As long as price pressures remain, the Philippine central bank says it is ready to act.
On Thursday, the Philippine central bank said it was ready to take any policy action that was needed because rising consumer prices had caused inflation to reach its highest level since 2008 in December.
The consumer price index went up 8.1% in December compared to the same month last year. This was mostly because food and energy prices went up.
The inflation rate for last month was lower than the average prediction of 8.2% in a Reuters poll, but it was still within the range of 7.8% to 8.6% predicted by the central bank for December.
It brought the average for the whole year to 5.8%, which is also a 14-year high and is higher than the official target range of 2%–4%.
The Bangko Sentral ng Pilipinas (BSP) said in a statement, “Upside risks continue to dominate the inflation outlook up to 2023, while in 2024, the risks are more or less balanced.”
“The BSP is still ready to take any monetary policy action that is needed to get inflation back on a path that is consistent with the target over the medium term.”
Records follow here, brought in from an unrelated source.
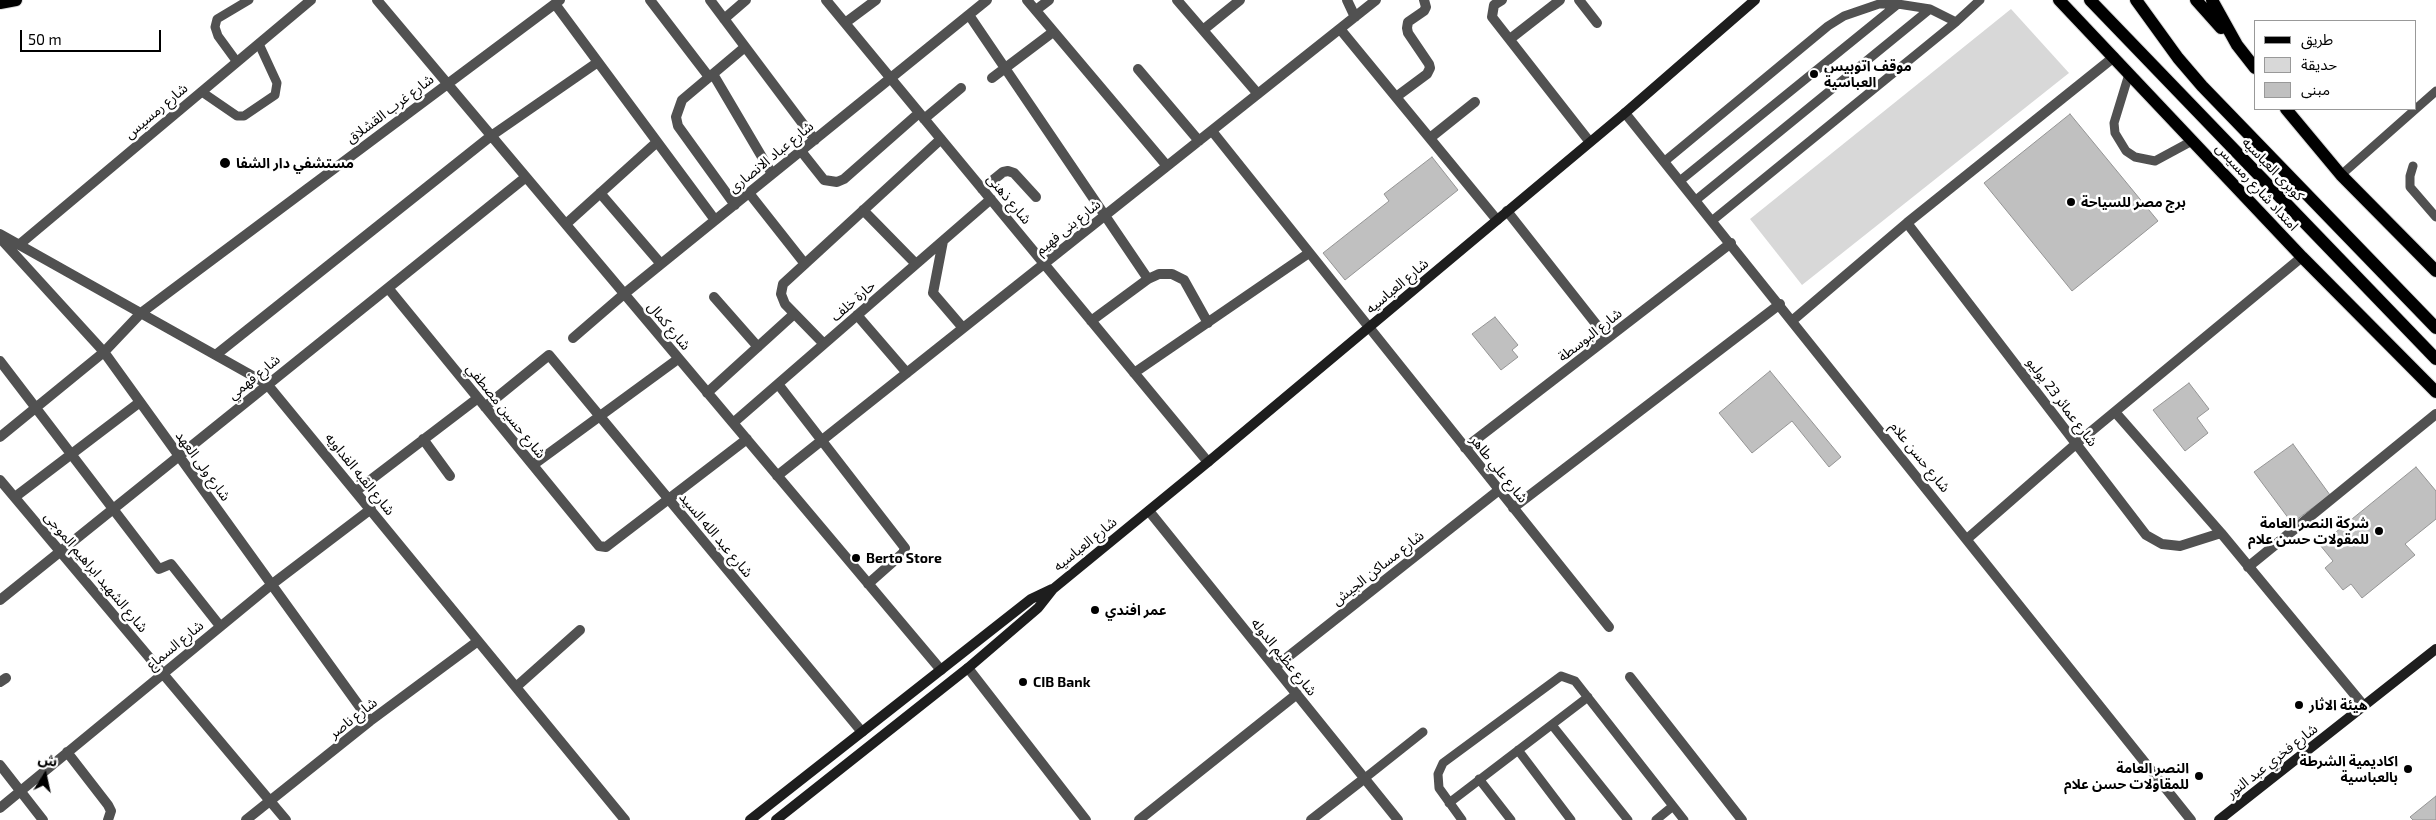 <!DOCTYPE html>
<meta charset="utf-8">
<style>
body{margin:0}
#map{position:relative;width:2436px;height:820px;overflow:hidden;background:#fff;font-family:"Exo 2","Noto Sans Arabic",sans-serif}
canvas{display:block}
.legend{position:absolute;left:2254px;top:20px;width:162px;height:90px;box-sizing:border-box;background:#fff;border:1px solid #999;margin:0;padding:6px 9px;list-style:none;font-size:15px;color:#000}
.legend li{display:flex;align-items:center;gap:10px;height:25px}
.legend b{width:25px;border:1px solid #999}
.north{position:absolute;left:20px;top:750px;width:50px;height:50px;-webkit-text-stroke:4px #fff;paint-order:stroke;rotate:10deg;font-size:14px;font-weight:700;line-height:20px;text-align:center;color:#000}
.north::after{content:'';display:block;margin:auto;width:18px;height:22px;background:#000;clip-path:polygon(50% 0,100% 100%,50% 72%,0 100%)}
.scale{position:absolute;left:20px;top:30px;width:141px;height:22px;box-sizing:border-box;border:2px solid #000;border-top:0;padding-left:6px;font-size:15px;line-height:18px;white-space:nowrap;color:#000;-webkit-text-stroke:4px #fff;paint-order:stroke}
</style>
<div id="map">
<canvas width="2436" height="820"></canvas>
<ul class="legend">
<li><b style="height:6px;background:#000"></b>طريق</li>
<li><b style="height:14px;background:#d8d8d8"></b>حديقة</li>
<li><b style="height:14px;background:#c0c0c0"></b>مبنى</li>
</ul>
<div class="north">ش</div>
<div class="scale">50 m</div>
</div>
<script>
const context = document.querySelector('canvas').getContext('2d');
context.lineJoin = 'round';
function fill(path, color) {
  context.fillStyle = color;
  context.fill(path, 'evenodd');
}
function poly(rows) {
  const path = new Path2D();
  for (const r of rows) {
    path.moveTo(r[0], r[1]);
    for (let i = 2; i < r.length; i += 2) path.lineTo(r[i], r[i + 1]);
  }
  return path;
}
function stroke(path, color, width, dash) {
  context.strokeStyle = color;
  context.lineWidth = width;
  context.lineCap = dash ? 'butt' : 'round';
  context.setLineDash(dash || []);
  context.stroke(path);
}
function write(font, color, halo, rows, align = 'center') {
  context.font = font + ' "Exo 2","Noto Sans Arabic",sans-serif';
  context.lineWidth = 5;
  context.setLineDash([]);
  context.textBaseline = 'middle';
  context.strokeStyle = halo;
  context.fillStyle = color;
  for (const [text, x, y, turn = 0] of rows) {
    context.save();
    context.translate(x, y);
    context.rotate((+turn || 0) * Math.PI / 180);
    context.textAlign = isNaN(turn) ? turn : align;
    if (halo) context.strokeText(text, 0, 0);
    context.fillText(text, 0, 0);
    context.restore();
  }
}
fill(poly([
 [2011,9,2069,73,1802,285,1750,219]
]), '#d8d8d8');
const building = poly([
 [2070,114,2158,221,2072,291,1984,183,2070,114],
 [1432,157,1458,190,1345,280,1323,253,1389,201,1384,194,1432,157],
 [1495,317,1518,345,1512,350,1518,357,1501,370,1472,334,1495,317],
 [1770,371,1841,457,1829,467,1792,421,1752,453,1719,413,1770,371],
 [2189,383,2209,409,2197,418,2208,433,2185,451,2153,410,2189,383],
 [2293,444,2330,495,2292,523,2254,472,2293,444],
 [2416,467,2436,491,2436,519,2405,544,2415,555,2362,598,2351,584,2343,590,2325,568,2333,561,2320,545,2416,467],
 [2436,796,2436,820,2413,820,2410,817,2436,796]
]);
fill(building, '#c0c0c0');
stroke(building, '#959595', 1);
const primary = poly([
 [2059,0,2302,257,2436,392],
 [2090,0,2436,359],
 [2136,0,2178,58,2202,86,2436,328],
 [2196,0,2221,28],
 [2212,0,2237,45,2255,68],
 [0,3,16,0],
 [2286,109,2341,175,2436,271]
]);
stroke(primary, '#dbdbdb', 14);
stroke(poly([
 [237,62,218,36,215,27,217,19,249,0],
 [2129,74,2114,123,2115,133,2126,151,2135,157,2155,161,2192,141],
 [202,92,237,116,244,116,275,95,277,83,259,44],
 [1665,161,1828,26,1844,16,1879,4,1898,4,1930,9,1956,22],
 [2413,166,2410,176,2410,187,2436,217],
 [2341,175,2436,91],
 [1681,180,1898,4],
 [1696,200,1930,9],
 [1713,220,1956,22,1980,0],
 [1552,725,1628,820],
 [1518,750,1571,820],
 [1365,778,1423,732],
 [1479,779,1511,820],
 [1449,803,1588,697],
 [1462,820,1439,788,1438,774,1443,763,1561,676,1575,681,1684,820],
 [1656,820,1673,806]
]), '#515151', 9);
stroke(poly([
 [377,0,941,670],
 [650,0,709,77],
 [710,0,815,140],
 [826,0,1208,462],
 [1027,0,1167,166],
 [1177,0,1258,94],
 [1347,0,1355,17],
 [1502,0,1494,5,1492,17,1589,141],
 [1579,0,1597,23],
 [555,4,715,220],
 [1036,10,1049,0],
 [969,15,1148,279],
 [724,19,746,0],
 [845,23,876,0],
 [1340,29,1497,220],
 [1203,30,1240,0],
 [1510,39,1560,0],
 [1138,69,1199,141],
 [713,74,772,174],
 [992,78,1053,32],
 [1396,97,1427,74,1430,68,1429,64,1408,33,1407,28,1408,22,1424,11,1426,7,1424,0],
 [1625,113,2191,820],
 [924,119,961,88],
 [1212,131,1609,627],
 [1430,138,1475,102],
 [801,151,824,180,837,182,844,179,919,113],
 [982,189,1003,172,1008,171,1014,173,1036,197],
 [600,193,661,264],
 [749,193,805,264],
 [735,205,678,126,676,117,682,100,745,47],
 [863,210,916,264],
 [1507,211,1607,338],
 [1907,223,2146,535,2162,544,2180,546,2221,533],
 [566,224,657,142],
 [0,234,267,384,625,820],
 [0,238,104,352,370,721],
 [943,241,933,293,963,328],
 [20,244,311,0],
 [388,288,599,546,606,547,747,439],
 [714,297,758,347],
 [857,315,907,373],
 [1793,320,1907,223,2114,57],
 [1091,321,1148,279,1159,274,1172,274,1184,280,1208,323],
 [573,338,624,294,987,0],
 [824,344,785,304,781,294,783,284,941,139],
 [217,354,491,136,598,62],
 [0,361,159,569,171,564,220,626],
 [1134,373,1309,253],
 [778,384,905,548,903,553,868,584],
 [707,393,794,314],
 [485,407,549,355,862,732],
 [2115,412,2221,533,2364,706],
 [733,423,991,199],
 [0,437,104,352,141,313,560,0],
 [423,439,450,476],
 [1465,448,1731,243],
 [533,465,678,359],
 [777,476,1376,0],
 [0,480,286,820],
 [356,491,478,398],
 [15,497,140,402],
 [1513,508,1780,304],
 [1149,511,1398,820],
 [1967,539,2077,443,2302,257],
 [2248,567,2436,414],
 [0,600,526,177],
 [1275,667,1499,490],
 [968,668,1086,820],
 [1630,677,1742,820],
 [0,682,6,678],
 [516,687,580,630],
 [67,752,108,805,111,811,108,820],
 [0,765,43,820],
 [0,808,271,585,371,509],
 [246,820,370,721,478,641],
 [1139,820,1297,694],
 [1311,820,1365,778]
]), '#515151', 10);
stroke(poly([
 [750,820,1031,599,1052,589],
 [776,820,968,668,1038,608,1053,589,1208,462,1625,113,1755,0],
 [2219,820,2436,649]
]), '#1e1e1e', 10);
stroke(primary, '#000', 12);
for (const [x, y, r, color] of [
 [1814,74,5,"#000"],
 [225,163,6,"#000"],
 [2071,202,5,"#000"],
 [2379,531,5,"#000"],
 [856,558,5,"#000"],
 [1095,610,5,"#000"],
 [1023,682,5,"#000"],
 [2299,705,5,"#000"],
 [2408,769,5,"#000"],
 [2199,776,5,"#000"]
]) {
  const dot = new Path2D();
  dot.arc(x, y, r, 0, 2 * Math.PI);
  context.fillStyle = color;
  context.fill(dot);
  stroke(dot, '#fff', 2);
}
write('bold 14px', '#000', '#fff', [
 ["موقف اتوبيس",1824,66],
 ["العباسية",1824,82],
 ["مستشفي دار الشفا",236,163],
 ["برج مصر للسياحة",2081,202],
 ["شركة النصر العامة",2369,523,"right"],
 ["للمقولات حسن علام",2369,539,"right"],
 ["Berto Store",866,558],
 ["عمر افندي",1105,610],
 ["CIB Bank",1033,682],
 ["هيئة الاثار",2309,705],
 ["اكاديمية الشرطة",2398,761,"right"],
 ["بالعباسية",2398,777,"right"],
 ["النصر العامة",2189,768,"right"],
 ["للمقاولات حسن علام",2189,784,"right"]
], 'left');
write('14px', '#000', '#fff', [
 ["شارع غرب القشلاق",390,109,-37],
 ["شارع رمسيس",156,111,-40],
 ["شارع عباد الانصارى",771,157,-39],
 ["كوبرى العباسيه",2273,169,46],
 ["امتداد شارع رمسيس",2257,187,47],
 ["شارع ذهنى",1009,199,50],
 ["شارع بنى فهيم",1068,227,-39],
 ["شارع العباسيه",1397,286,-40],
 ["حارة خلف",853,301,-41],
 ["شارع كمال",669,326,50],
 ["شارع البوسطة",1590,335,-38],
 ["شارع فهمي",254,377,-39],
 ["شارع عمائر 23 يوليو",2062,402,53],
 ["شارع حسين مصطفي",506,411,51],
 ["شارع حسن علام",1920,457,51],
 ["شارع ولى العهد",203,466,54],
 ["شارع علي طاهر",1499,469,51],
 ["شارع القبه الفداويه",360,474,51],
 ["شارع عبد الله السيد",716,535,50],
 ["شارع العباسيه",1085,544,-39],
 ["شارع مساكن الجيش",1378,568,-38],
 ["شارع الشهيد ابراهيم الموجى",96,572,50],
 ["شارع السماع",175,645,-39],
 ["شارع عظيم الدوله",1284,657,51],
 ["شارع ناصر",353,718,-38],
 ["شارع فخري عبد النور",2272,761,-38]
]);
</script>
For 2023, the same 2–4% inflation goal has been set.
A senior economist at ING, Nicholas Mapa, said that price pressures are widespread and should only cause inflation to slowly go down in 2023.
Core inflation, which leaves out volatile items like food and energy, went up from 6.5% to 6.9% in December.
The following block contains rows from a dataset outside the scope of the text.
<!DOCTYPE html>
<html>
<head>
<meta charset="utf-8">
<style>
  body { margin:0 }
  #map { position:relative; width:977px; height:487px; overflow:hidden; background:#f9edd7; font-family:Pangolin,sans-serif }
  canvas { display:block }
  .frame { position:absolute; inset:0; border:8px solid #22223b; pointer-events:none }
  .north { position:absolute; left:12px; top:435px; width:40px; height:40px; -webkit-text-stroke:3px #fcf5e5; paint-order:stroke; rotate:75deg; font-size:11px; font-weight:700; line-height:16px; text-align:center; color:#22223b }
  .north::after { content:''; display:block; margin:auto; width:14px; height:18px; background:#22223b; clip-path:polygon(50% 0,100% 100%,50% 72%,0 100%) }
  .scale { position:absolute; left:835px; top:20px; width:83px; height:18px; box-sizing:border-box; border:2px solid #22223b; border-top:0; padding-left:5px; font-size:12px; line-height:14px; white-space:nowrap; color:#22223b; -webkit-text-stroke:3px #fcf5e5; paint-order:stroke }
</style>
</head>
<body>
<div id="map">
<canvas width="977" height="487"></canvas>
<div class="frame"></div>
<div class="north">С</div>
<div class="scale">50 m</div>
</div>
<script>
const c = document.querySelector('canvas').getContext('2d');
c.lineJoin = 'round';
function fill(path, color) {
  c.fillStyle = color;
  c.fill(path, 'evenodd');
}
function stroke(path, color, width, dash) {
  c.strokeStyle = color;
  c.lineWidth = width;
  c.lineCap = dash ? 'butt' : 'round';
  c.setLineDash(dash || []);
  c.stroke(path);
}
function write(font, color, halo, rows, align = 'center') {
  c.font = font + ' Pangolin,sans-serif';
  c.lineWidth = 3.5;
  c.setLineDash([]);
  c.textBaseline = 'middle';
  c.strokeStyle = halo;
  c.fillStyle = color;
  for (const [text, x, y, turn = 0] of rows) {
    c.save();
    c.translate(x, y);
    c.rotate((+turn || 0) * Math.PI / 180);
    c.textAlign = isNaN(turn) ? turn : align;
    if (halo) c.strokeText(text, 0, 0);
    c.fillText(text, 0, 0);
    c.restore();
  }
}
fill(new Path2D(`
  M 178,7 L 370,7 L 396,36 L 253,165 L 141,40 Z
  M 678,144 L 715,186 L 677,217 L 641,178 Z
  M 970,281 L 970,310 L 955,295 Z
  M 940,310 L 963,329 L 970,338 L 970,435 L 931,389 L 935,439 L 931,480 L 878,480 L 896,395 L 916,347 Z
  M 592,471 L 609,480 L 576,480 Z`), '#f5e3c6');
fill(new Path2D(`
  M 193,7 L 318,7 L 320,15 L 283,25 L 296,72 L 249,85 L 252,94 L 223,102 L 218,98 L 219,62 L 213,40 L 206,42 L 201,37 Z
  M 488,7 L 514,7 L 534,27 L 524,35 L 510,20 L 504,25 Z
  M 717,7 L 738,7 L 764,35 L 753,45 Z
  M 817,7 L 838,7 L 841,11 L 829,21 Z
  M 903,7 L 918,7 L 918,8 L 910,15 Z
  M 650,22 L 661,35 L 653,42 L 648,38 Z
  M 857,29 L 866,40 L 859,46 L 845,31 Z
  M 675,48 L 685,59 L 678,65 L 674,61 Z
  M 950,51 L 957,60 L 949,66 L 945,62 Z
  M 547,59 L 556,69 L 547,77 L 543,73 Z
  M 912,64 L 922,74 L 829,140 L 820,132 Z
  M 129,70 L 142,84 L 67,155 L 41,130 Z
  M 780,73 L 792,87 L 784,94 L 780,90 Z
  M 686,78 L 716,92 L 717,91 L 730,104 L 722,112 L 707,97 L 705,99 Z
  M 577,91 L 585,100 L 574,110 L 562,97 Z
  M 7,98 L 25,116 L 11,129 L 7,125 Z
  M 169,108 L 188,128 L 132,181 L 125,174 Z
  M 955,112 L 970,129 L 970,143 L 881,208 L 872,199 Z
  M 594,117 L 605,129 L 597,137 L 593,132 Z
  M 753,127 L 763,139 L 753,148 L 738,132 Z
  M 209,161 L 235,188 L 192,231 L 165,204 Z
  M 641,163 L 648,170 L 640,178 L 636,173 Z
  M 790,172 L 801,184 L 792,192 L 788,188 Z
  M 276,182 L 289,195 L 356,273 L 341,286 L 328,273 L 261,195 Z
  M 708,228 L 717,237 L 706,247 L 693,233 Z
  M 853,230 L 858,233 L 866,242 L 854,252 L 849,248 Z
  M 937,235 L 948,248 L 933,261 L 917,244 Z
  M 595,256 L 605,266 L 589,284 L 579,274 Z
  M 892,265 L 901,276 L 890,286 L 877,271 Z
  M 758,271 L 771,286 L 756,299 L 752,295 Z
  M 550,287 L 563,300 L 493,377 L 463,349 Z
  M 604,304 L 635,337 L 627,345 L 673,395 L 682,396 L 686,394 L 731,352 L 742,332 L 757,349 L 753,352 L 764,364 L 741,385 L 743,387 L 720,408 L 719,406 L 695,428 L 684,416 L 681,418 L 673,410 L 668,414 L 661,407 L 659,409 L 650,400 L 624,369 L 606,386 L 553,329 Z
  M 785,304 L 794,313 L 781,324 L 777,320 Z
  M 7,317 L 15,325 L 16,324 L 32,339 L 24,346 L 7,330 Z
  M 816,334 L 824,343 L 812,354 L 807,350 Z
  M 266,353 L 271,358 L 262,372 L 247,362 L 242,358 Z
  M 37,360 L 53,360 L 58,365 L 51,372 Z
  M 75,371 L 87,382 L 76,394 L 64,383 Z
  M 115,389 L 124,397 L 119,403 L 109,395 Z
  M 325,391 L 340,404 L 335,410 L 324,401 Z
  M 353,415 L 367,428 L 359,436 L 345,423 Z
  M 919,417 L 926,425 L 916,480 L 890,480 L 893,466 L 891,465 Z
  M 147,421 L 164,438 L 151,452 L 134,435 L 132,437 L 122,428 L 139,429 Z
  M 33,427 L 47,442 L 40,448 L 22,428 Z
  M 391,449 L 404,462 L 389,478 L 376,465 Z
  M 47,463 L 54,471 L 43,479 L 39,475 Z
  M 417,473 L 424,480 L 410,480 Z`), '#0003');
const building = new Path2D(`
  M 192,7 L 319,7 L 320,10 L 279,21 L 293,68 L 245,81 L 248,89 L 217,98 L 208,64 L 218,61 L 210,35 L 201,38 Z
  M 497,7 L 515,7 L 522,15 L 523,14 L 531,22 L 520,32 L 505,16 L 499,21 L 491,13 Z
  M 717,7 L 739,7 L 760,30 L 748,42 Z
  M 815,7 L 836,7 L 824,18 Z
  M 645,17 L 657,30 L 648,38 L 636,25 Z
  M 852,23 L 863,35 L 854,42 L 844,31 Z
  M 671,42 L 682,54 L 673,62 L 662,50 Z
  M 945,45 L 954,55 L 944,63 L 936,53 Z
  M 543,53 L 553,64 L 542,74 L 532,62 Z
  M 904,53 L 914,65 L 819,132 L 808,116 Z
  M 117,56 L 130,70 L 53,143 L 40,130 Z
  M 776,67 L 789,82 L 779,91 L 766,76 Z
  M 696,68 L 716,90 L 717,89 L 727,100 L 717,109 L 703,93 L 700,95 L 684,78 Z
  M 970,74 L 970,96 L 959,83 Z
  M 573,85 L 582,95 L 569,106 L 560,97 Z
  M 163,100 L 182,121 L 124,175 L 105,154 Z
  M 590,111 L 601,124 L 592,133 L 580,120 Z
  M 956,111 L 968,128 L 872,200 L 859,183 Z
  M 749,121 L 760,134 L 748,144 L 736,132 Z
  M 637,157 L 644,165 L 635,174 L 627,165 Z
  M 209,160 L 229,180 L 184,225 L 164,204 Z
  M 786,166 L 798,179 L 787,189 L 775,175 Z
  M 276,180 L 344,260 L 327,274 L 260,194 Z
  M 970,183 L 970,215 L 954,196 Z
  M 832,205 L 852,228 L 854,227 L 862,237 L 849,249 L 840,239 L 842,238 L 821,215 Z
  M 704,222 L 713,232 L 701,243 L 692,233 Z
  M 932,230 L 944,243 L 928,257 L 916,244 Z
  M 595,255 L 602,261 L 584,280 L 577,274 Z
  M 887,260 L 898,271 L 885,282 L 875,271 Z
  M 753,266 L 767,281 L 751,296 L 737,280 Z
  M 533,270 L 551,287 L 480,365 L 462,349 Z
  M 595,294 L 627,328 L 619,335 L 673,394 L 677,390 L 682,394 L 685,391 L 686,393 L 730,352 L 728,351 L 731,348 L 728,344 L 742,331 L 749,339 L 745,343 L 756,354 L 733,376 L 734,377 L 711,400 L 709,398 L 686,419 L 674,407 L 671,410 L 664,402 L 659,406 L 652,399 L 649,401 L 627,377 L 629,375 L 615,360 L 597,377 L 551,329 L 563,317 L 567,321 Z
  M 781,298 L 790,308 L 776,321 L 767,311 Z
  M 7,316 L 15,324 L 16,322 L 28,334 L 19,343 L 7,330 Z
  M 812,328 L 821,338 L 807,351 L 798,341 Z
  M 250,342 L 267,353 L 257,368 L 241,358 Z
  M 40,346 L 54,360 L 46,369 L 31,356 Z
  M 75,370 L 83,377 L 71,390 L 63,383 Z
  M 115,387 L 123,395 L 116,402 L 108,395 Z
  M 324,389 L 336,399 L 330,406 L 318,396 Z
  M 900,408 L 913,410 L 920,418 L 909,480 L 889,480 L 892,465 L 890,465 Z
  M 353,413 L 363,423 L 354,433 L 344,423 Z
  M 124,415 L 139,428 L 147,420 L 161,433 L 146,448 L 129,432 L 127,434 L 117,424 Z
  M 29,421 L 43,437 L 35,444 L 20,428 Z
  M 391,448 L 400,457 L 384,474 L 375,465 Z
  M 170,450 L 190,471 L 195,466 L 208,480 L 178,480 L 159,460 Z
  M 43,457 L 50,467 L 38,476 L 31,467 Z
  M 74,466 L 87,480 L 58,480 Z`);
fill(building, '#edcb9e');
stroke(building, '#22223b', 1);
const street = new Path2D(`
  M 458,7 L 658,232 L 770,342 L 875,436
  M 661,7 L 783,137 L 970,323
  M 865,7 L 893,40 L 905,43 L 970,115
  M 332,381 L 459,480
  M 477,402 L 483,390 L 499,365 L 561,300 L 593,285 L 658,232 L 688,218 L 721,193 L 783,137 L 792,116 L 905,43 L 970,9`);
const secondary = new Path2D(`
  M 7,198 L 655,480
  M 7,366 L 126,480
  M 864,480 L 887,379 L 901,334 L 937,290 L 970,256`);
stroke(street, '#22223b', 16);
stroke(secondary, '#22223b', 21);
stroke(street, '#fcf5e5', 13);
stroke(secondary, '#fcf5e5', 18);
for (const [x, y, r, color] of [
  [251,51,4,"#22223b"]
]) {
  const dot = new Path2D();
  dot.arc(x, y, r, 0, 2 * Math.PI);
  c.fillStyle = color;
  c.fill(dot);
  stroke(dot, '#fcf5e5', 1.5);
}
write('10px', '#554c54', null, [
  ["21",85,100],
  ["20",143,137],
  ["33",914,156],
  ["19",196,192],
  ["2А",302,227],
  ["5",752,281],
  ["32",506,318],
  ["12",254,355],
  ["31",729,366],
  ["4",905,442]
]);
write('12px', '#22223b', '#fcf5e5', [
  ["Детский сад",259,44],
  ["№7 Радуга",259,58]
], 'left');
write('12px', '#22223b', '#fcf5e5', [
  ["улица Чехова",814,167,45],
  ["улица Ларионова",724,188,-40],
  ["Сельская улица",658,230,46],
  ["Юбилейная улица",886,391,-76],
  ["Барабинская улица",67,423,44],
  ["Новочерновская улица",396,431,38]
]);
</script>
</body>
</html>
Food inflation went up to 10.6% in December from 10.3% in November. This was because the prices of vegetables, sugar, rice, and other agricultural goods went up because of bad weather and high demand during the holidays.
Last year, the BSP raised its benchmark interest rate by a total of 350 basis points to slow down inflation and help the peso, which was weak because the U.S. Federal Reserve was tightening its policies quickly.
On February 16, the BSP holds its first policy meeting of the year.
Michael Ricafort, an economist at Rizal Commercial Banking Corp. in Manila, said, “Local policy rates would still probably rise by the same amount as any future Fed rate hikes, which have been smaller lately, and reach 6% by early 2023.”